- _Task details_:
Scan the entries below and tally the lines that include "canvas". Return nothing but the tally.

──────── Recorded information ────────

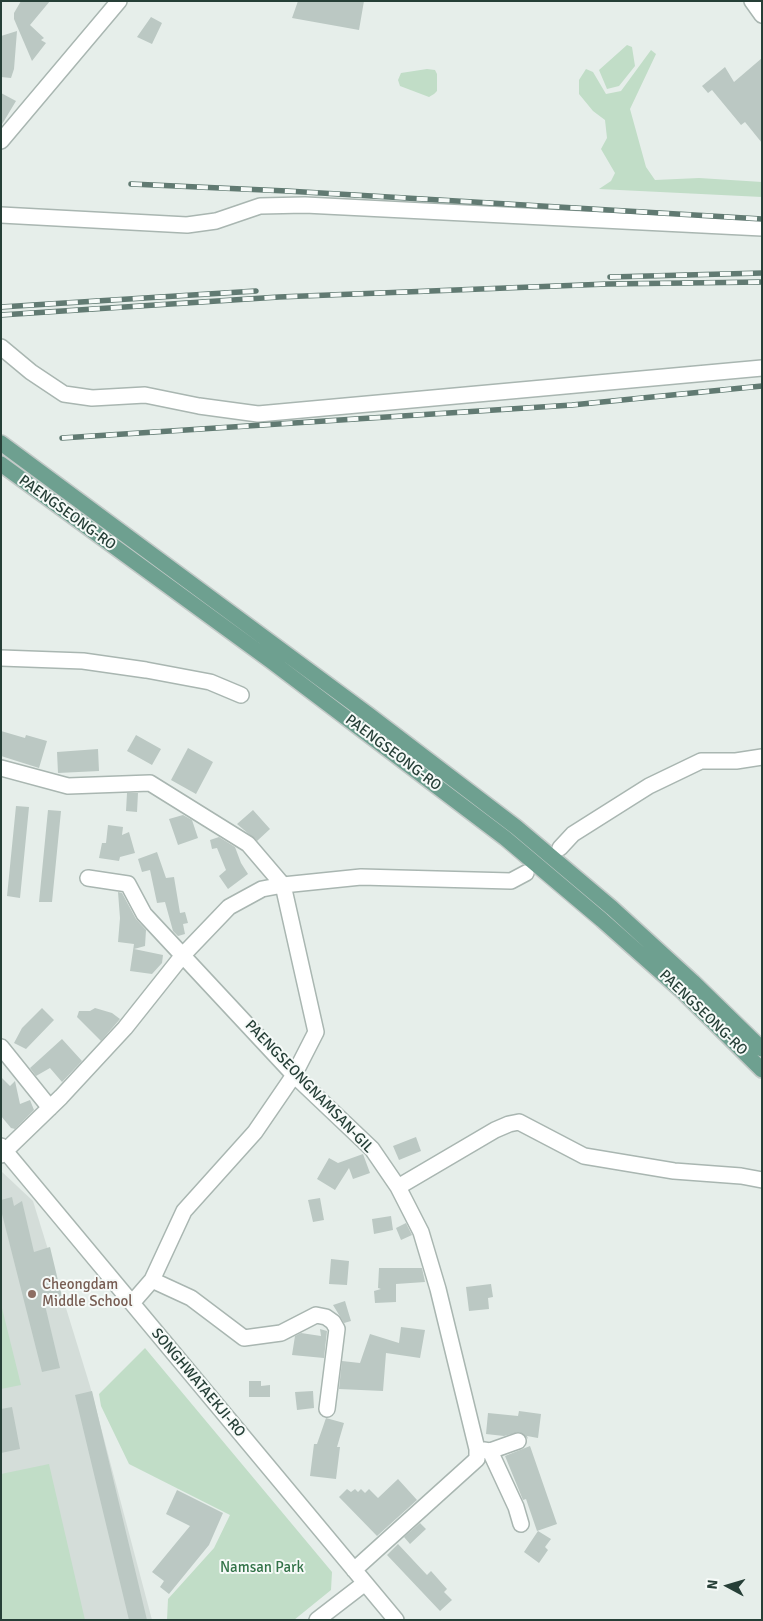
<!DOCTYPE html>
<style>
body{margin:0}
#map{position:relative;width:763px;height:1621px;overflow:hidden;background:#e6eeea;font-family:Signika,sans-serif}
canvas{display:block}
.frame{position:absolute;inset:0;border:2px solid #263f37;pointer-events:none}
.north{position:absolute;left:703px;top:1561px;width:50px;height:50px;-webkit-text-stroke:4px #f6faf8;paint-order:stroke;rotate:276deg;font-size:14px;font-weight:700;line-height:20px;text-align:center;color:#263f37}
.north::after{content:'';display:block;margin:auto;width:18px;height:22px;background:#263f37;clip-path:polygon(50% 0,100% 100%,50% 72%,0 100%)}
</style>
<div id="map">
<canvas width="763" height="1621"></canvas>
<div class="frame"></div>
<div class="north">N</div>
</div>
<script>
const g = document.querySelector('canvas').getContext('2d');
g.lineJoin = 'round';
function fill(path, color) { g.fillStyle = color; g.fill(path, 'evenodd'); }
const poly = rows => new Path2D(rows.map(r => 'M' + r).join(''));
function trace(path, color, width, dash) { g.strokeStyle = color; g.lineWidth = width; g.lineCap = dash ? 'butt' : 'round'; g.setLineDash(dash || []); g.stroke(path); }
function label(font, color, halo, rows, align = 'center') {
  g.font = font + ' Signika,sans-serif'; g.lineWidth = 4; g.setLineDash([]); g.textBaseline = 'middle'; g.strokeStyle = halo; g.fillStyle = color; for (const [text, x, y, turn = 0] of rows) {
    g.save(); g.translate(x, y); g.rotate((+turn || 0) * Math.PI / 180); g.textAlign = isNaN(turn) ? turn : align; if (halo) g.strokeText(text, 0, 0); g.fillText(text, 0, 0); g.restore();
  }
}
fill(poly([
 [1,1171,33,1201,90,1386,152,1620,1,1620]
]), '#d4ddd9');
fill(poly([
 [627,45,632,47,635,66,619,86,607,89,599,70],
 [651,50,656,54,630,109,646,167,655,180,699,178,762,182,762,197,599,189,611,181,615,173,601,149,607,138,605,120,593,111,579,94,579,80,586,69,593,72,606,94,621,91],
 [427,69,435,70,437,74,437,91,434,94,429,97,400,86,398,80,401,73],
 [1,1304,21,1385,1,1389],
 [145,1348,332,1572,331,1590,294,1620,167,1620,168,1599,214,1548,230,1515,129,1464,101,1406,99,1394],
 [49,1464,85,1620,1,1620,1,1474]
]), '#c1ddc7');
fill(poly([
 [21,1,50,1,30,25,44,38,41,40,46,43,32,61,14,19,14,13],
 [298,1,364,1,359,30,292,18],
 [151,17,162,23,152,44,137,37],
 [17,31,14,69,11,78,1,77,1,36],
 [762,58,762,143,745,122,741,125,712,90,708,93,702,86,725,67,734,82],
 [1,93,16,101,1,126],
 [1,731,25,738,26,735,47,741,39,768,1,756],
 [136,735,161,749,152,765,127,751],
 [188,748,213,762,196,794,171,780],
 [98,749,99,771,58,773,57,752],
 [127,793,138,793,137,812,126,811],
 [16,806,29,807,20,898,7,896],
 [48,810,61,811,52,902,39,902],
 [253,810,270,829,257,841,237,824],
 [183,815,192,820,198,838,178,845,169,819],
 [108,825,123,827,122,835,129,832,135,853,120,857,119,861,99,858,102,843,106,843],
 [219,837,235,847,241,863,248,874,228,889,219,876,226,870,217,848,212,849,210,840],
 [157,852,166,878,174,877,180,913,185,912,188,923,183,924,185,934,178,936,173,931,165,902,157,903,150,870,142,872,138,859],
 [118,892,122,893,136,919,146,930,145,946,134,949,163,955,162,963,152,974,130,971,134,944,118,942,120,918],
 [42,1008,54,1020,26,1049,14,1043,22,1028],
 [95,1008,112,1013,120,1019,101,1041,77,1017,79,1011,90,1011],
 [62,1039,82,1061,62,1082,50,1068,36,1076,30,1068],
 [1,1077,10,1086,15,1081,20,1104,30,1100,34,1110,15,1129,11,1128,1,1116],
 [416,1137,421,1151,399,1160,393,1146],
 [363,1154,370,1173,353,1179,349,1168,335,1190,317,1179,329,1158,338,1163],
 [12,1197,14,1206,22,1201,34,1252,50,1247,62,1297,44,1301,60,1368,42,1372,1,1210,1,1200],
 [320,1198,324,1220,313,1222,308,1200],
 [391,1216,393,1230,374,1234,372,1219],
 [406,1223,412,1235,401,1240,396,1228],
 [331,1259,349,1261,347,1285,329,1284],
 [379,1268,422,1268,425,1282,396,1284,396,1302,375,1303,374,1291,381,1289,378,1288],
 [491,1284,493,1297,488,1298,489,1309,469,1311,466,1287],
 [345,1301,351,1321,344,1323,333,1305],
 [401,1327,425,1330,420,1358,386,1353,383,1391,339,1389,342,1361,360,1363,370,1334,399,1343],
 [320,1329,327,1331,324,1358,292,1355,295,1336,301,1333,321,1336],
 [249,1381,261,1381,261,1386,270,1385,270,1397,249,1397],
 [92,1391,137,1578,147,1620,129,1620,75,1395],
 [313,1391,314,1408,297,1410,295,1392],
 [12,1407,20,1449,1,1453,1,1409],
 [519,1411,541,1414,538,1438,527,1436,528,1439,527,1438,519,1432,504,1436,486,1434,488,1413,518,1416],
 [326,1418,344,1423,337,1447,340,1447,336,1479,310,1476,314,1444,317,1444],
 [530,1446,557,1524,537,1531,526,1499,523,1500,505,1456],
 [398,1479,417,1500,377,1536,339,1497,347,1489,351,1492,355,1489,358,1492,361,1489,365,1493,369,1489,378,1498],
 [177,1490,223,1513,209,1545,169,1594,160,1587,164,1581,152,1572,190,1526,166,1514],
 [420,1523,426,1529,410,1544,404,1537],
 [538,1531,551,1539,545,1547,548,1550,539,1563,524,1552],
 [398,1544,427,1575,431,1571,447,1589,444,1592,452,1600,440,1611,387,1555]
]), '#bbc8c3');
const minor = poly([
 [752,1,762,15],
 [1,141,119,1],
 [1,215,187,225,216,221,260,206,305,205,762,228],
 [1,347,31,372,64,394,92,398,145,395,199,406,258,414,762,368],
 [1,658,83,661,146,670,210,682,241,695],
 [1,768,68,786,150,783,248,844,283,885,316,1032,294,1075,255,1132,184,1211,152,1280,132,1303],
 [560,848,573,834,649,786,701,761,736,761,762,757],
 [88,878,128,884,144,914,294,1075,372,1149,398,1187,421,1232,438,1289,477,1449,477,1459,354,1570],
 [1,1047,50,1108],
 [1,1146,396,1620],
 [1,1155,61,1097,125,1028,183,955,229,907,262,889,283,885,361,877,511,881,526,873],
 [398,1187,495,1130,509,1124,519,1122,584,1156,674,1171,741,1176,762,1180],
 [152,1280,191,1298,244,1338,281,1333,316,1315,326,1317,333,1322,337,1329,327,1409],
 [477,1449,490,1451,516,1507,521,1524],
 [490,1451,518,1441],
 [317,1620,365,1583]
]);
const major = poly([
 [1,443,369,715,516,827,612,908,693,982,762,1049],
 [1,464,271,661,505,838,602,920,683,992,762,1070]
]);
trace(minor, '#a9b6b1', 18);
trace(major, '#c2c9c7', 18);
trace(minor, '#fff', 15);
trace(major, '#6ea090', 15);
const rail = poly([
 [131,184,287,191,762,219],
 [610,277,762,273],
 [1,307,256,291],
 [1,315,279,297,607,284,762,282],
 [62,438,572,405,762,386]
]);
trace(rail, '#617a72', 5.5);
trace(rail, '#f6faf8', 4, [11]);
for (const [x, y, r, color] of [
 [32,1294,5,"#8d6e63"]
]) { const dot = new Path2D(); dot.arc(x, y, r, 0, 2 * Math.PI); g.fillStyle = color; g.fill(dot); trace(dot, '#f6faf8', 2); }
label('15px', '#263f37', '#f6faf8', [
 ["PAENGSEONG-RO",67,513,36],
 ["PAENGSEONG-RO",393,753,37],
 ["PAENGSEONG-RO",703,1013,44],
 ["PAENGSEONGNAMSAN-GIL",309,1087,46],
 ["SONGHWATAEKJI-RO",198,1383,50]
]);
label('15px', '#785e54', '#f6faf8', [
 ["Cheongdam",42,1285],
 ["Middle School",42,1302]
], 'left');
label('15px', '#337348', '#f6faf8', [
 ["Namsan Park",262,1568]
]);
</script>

────────

- _Response area_:
3